Sometimes cutting an ellipse in AutoCAD can be a tricky event. You draw out the ellipse you want, and then use Router-CIM to cut it and determine later that the ellipse shape is not really smooth or not the shape you drew at all.
The problem that usually occurs is that in AutoCAD, PELLIPSE is set to 0, and the geometry actually lists as an ELLIPSE. But, in Router-CIM, *NOPELLIPSE* is set to nil, so when the ellipse is geoshaped, Router-CIM turns on PELLIPSE and uses AutoCAD to draw a Polyline ELLIPSE, which is not really an ellipse, but an approximation of one drawn as a polyline. Then the two pieces do not match and you end up cutting a shape that is not the same as the one you drew.
If you have an Ellipse that does not seem to cut right...
•Check that the Geoshape follows the original geometry and does not deviate or 'wander' in and out of tolerance.
•List the original geometry. See if it is an ellipse or a polyline.
•Check the PELLIPSE setting in AutoCAD
•Check the *NOPELLIPSE* setting in Router-CIM
If the AutoCAD geometry is an ELLIPSE when you list it (see below) then you must set *NOPELLIPSE* to T in Router-CIM in the NCVARS.
If the AutoCAD geometry is a POLYLINE when you list it then you should set *NOPELLIPSE* to nil in Router-CIM in the NCVARS.
Click here for information on how to add an NCVAR.
Listing the object in AutoCAD:
Once you have drawn your shape, type LIST at the command line and at the Select Objects prompt pick on your shape and hit ENTER. AutoCAD will show you the data for the object. The listing below shows a listing for an ellipse with the PELLIPSE variable set to 0.
If you select the object in AutoCAD, you will only see grips for the center and enpoints of the Major/Minor Axes.
This more or less demonstrates that the ellipse is really an ellipse and not a polyline.
If you set PELLIPSE to 1 in AutoCAD (type PELLIPSE at the command prompt and hit ENTER, when prompted for a value, 1 will make ellipses as Polylines, and 0 will make the as actual ellipses), and then draw the same ellipse again, and list it, you will see this:
Showing you that the ellipse is now a Polyline. If you select it on the screen, you will see many more grips as the ellipse is made up from 16 arc segments, which is the absolute minimum number of arcs you can use to approximate an ellipse (which is what causes all the trouble as there really should be at least 4 in each quadrant, which means 32 total or twice the AutoCAD default resolution).
Now that you know how to determine if your geometry is an ellipse or a Polyline, you have to know how to deal with it in Router-CIM.
The trouble occurs when you draw a regular ellipse in AutoCAD (PELLIPSE is set to 0 and you only see a few grips like the first example) and in Router-CIM the *NOPELLIPSE* variable is set to nil. That means that Router-CIM will USE the PELLIPSE routine when it creates its geoshape and approximate the ellipse in 16 arcs.

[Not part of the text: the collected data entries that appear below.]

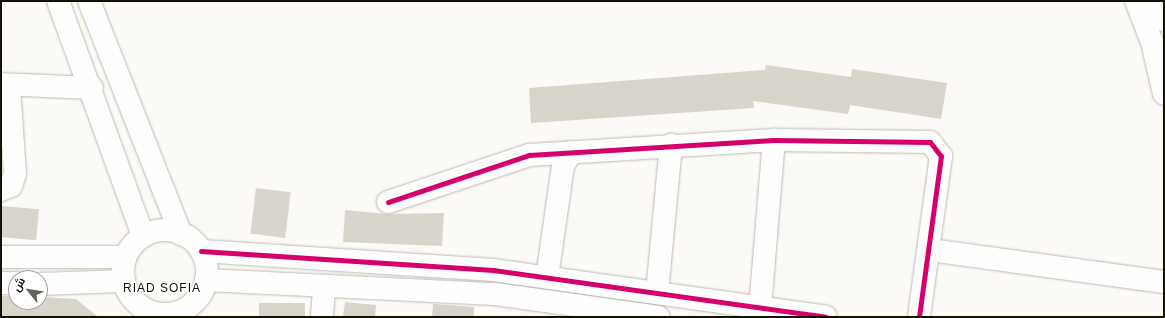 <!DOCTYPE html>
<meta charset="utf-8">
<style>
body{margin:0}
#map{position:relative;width:1165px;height:318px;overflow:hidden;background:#fcfaf6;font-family:Arial,Cairo,sans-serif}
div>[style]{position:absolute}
.building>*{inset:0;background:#d8d5cd;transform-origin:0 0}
.roads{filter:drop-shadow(0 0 1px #bdbab1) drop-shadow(0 0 1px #bdbab1)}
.minor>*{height:22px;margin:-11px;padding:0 11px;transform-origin:11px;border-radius:11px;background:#fffefe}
.minor>.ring{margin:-11px;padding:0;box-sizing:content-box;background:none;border:22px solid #fffefe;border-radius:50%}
.cycleway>*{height:5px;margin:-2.5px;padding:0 2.5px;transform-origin:2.5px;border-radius:2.5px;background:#d6006c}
span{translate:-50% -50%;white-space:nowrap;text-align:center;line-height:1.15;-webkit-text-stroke:3px #fff;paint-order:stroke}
.neighbourhood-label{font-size:12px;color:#151004;letter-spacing:1px}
.frame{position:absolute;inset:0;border:2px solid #151004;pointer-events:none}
.north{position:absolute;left:8px;top:270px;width:40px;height:40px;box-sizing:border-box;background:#fff;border:1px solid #a19f9b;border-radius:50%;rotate:300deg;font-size:11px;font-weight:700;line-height:16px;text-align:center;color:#151004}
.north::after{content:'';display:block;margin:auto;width:14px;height:18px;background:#666259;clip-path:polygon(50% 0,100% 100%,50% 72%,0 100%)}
</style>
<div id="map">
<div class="building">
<div style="clip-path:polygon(766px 65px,851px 77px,852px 69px,947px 83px,941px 119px,850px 105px,848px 114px,753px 101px,754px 108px,531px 123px,529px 88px,765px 70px)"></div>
<div style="left:256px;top:188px;width:35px;height:46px;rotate:7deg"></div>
<div style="left:1px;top:206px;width:38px;height:31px;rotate:5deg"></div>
<div style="clip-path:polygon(345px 210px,386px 214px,444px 213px,442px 246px,343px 242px)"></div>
<div style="clip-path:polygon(1px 296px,16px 296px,16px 302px,40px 302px,40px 297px,76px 299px,98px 317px,1px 317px)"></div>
<div style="clip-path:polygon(345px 302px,376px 305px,375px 317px,343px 317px)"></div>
<div style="left:305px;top:303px;width:14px;height:46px;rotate:90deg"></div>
<div style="clip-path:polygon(433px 304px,474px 307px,474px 317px,432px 317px)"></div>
</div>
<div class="roads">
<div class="minor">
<div style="left:58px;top:1px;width:250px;rotate:70.1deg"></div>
<div style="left:89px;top:1px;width:251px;rotate:68.5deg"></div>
<div style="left:1136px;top:1px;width:44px;rotate:68.7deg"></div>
<div style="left:1152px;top:42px;width:53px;rotate:77deg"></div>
<div style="left:1156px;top:1px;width:21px;rotate:67deg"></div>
<div style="left:1px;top:84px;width:91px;rotate:2.5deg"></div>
<div style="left:1px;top:190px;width:11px;rotate:-22deg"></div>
<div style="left:11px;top:186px;width:13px;rotate:-72deg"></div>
<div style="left:15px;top:174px;width:89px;rotate:-93.9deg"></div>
<div style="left:388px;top:202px;width:149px;rotate:-18.4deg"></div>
<div style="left:529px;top:155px;width:245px;rotate:-3.5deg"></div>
<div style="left:774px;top:140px;width:156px;rotate:0.7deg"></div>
<div style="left:930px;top:142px;width:18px;rotate:52deg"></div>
<div style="left:941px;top:156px;width:162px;rotate:97.8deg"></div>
<div class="ring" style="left:123px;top:230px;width:62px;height:62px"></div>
<div style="left:930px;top:250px;width:236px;rotate:7.8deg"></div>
<div style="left:201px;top:251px;width:293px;rotate:3.7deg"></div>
<div style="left:493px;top:270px;width:336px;rotate:8deg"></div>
<div style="left:1px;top:257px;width:124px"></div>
<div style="left:547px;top:277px;width:112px;rotate:-81.8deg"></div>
<div style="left:563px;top:166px;width:16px;rotate:-60deg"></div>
<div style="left:206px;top:280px;width:289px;rotate:2.8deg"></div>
<div style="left:495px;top:294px;width:165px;rotate:8deg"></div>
<div style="left:1px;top:283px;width:15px"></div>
<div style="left:40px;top:284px;width:83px;rotate:-2.1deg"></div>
<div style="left:657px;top:293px;width:149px;rotate:-84.6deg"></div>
<div style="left:760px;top:309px;width:170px;rotate:-85.3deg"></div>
<div style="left:322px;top:317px;width:30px;rotate:-86deg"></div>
</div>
</div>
<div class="cycleway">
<div style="left:388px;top:202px;width:149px;rotate:-18.4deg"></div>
<div style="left:529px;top:155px;width:245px;rotate:-3.5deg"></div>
<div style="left:774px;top:140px;width:156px;rotate:0.7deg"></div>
<div style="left:930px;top:142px;width:18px;rotate:52deg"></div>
<div style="left:941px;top:156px;width:162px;rotate:97.8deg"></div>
<div style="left:201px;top:251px;width:293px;rotate:3.7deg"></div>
<div style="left:493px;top:270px;width:336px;rotate:8deg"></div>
</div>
<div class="neighbourhood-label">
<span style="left:162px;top:289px">RIAD SOFIA</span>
</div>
<div class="frame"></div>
<div class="north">ش</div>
</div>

The two elements will not match because the real ellipse geometry is created with more resolution than 16 arcs can approximate. When you geoshape then you will see this type of 'wandering' on the geoshape:
If you were to then change the NCVAR *NOPELLIPSE* to T in Router-CIM, erase your geoshape and then re-geoshape the geometry again, you would see this:
This should help straighten out some of the issues of cutting ellipses in Router-CIM. The reason some people prefer to use PELLIPSE in AutoCAD is because it makes a Polyline with ARCS instead of a lot of point to point data. With Polylines, you get much less code and the code is made up from arcs instead of a LOT of tiny line segments. However, the amount of the NC code is not really relevant if your geometry is not cut correctly and unfortunately there is no way to turn up the resolution of the Polyline created by AutoCAD when PELLIPSE is set to 1. You will get 16 arcs and that is it.

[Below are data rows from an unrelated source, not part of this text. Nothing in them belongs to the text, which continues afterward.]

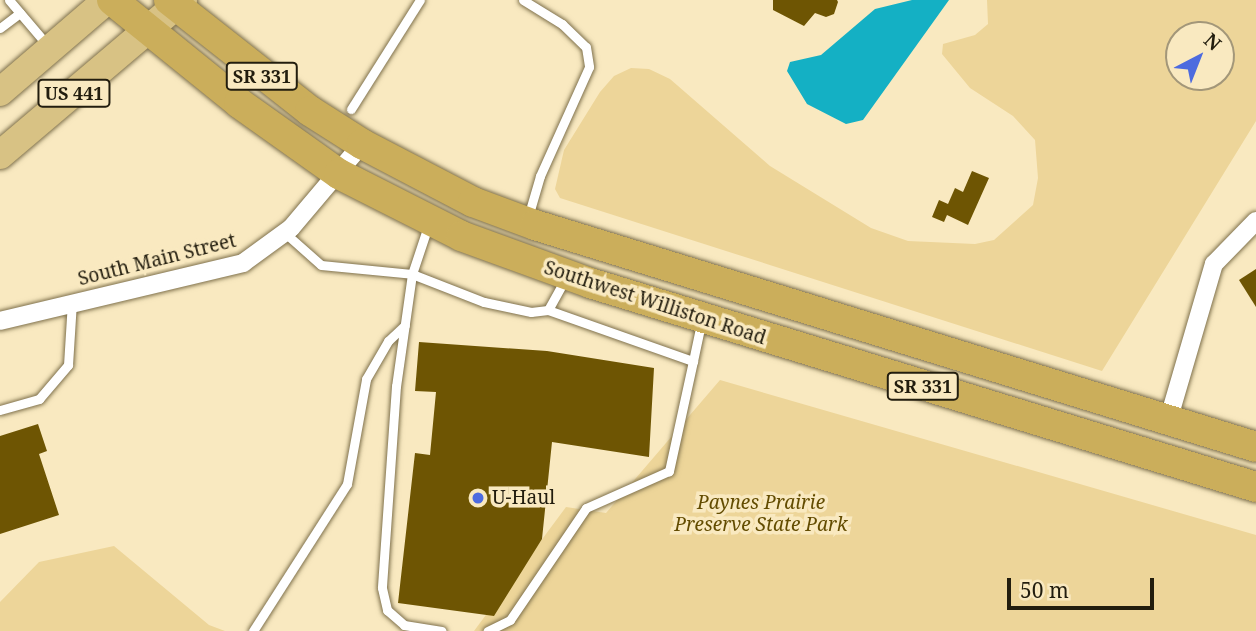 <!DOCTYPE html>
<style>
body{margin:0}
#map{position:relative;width:1256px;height:631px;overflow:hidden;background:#f9e9c0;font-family:"Noto Serif",serif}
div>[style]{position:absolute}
.green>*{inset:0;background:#edd599}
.water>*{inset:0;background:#14b0c4}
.building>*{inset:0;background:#6e5503}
.roads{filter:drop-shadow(0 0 2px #7f714c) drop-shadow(0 0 2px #7f714c)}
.service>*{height:9px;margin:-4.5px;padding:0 4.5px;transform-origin:4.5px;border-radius:4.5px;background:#fff}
.minor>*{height:18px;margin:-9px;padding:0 9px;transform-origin:9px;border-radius:9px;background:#fff}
.primary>*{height:28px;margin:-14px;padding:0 14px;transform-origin:14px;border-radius:14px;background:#d8c284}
.trunk>*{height:30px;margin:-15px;padding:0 15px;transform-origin:15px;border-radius:15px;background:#cbae5b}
.dots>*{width:19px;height:19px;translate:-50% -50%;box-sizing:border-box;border:4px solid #f9e9c0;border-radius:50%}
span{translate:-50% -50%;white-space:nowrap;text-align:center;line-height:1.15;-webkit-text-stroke:7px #f9e9c0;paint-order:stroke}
.shield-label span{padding:2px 5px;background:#f9e9c0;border:2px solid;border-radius:5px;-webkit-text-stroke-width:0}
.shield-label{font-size:18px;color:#221d0e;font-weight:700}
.street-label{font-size:19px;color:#221d0e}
.poi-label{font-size:19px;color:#221d0e}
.left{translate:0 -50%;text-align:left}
.park-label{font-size:19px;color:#634c00;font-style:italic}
.north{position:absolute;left:1165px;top:21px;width:70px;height:70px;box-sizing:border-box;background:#f9e9c0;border:2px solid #a39779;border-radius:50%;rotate:42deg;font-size:19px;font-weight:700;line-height:28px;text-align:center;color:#221d0e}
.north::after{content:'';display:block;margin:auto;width:24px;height:32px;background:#4d6bdf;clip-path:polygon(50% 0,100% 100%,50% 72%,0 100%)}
.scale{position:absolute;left:1007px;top:578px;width:147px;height:32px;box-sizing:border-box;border:4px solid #221d0e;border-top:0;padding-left:9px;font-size:21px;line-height:24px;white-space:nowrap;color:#221d0e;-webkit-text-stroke:5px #f9e9c0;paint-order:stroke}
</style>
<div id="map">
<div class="green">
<div style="clip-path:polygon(evenodd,987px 0,1256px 0,1256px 121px,1102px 371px,560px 198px,555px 189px,564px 150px,600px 92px,614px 76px,631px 68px,649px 69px,670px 79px,770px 166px,871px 228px,908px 241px,975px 244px,994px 240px,1033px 205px,1038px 178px,1035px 140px,1013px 116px,970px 88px,942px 54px,943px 44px,975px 35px,988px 24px,987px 0,1179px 35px,1221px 35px,1221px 77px,1179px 77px,1179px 35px)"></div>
<div style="clip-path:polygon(720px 380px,1256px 535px,1256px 631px,474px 631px,566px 507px,606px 513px)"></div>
<div style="clip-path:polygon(114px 546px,209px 625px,225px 631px,0 631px,0 602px,39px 562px)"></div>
</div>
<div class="water">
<div style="clip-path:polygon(912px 0,949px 0,863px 120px,846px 124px,807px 104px,787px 71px,790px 62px,821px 55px,875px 9px)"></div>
</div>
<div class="building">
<div style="clip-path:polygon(773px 0,837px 0,838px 2px,834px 14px,826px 17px,815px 13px,804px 26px,773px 10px)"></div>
<div style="clip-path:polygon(972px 171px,989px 178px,968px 225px,947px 215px,944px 222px,932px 217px,939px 200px,948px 204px,955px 188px,963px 192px)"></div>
<div style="clip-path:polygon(1256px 269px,1256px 307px,1239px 280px)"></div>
<div style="clip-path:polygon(419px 342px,547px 351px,654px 368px,649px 457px,552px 442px,542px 539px,494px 616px,398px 603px,415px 453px,430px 455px,436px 392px,415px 391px)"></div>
<div style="clip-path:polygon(38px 424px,47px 451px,39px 454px,59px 515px,0 534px,0 436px)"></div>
</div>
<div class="roads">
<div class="service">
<div style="left:9px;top:0;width:62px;rotate:49.6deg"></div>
<div style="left:523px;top:0;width:46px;rotate:31.6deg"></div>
<div style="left:562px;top:24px;width:33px;rotate:44deg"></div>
<div style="left:586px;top:47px;width:20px;rotate:81deg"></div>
<div style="left:589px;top:67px;width:120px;rotate:114.2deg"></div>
<div style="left:540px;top:176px;width:43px;rotate:106.3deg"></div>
<div style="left:0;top:28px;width:25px;rotate:-37deg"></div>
<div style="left:351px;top:109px;width:129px;rotate:-57.7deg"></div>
<div style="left:428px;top:226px;width:51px;rotate:108.4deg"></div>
<div style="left:412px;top:274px;width:113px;rotate:98.1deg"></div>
<div style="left:396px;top:386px;width:202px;rotate:94deg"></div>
<div style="left:382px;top:588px;width:23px;rotate:77deg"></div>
<div style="left:387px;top:610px;width:23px;rotate:41deg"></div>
<div style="left:404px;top:625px;width:38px;rotate:9deg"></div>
<div style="left:285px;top:233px;width:48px;rotate:41.6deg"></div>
<div style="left:321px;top:265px;width:91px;rotate:5.6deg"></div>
<div style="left:412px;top:274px;width:77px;rotate:21.3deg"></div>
<div style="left:484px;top:302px;width:48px;rotate:12deg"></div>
<div style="left:531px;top:312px;width:17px;rotate:-7deg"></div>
<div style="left:548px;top:310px;width:154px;rotate:19.4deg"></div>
<div style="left:693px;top:361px;width:113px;rotate:102.3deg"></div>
<div style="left:669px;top:471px;width:91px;rotate:156deg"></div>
<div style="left:586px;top:508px;width:135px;rotate:124.2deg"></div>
<div style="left:510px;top:620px;width:25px;rotate:154deg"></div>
<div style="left:548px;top:310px;width:37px;rotate:-61deg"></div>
<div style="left:693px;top:361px;width:39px;rotate:-78deg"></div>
<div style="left:0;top:410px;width:41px;rotate:-15.8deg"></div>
<div style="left:39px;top:399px;width:45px;rotate:-49.5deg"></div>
<div style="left:68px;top:365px;width:63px;rotate:-86.4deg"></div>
<div style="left:253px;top:631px;width:174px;rotate:-57.4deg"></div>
<div style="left:347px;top:484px;width:107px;rotate:-79.7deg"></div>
<div style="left:366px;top:379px;width:44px;rotate:-59.9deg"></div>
<div style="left:388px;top:341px;width:23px;rotate:-43deg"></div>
</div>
<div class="minor">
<div style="left:0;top:321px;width:250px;rotate:-13.4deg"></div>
<div style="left:243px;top:263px;width:59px;rotate:-36.1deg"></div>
<div style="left:291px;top:228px;width:110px;rotate:-49.8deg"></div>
<div style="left:1168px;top:421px;width:164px;rotate:-73.7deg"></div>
<div style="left:1214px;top:264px;width:60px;rotate:-45.7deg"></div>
</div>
<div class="primary">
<div style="left:0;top:92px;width:141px;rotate:-40.7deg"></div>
<div style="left:0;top:155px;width:240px;rotate:-40.3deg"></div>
</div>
<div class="trunk">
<div style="left:112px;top:0;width:164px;rotate:39deg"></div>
<div style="left:239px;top:103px;width:123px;rotate:35.4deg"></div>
<div style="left:339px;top:174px;width:137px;rotate:26.9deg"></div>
<div style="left:461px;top:236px;width:137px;rotate:20deg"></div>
<div style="left:590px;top:283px;width:697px;rotate:17.03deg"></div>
<div style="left:169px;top:0;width:179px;rotate:38.2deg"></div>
<div style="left:310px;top:111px;width:62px;rotate:32.4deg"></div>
<div style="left:362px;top:144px;width:125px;rotate:27.6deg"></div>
<div style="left:473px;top:202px;width:66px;rotate:20.4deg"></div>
<div style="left:535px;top:225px;width:754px;rotate:17.11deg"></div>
</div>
</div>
<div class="dots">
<div style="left:478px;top:498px;background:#4d6bdf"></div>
</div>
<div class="shield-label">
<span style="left:262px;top:76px">SR 331</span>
<span style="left:74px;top:93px">US 441</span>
<span style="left:923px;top:386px">SR 331</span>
</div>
<div class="street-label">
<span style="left:157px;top:260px;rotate:-14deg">South Main Street</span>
<span style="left:655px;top:303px;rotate:18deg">Southwest Williston Road</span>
</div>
<div class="poi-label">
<span class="left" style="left:492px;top:498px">U-Haul</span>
</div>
<div class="park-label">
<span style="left:761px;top:514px">Paynes Prairie<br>Preserve State Park</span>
</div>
<div class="north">N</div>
<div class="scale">50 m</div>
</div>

You may notice that if you touch the geoshape show above, with *NOPELLIPSE* in Router-CIM set to T, you will get many, many grips, like the drawing show below.
The sheer volume of the grips on the geoshape Polyline show that there is a great deal of resolution in this shape holding it closely to the true elliptical shape.
You can then cut this shape, and although it is more code, it will be exactly the shape you originally created.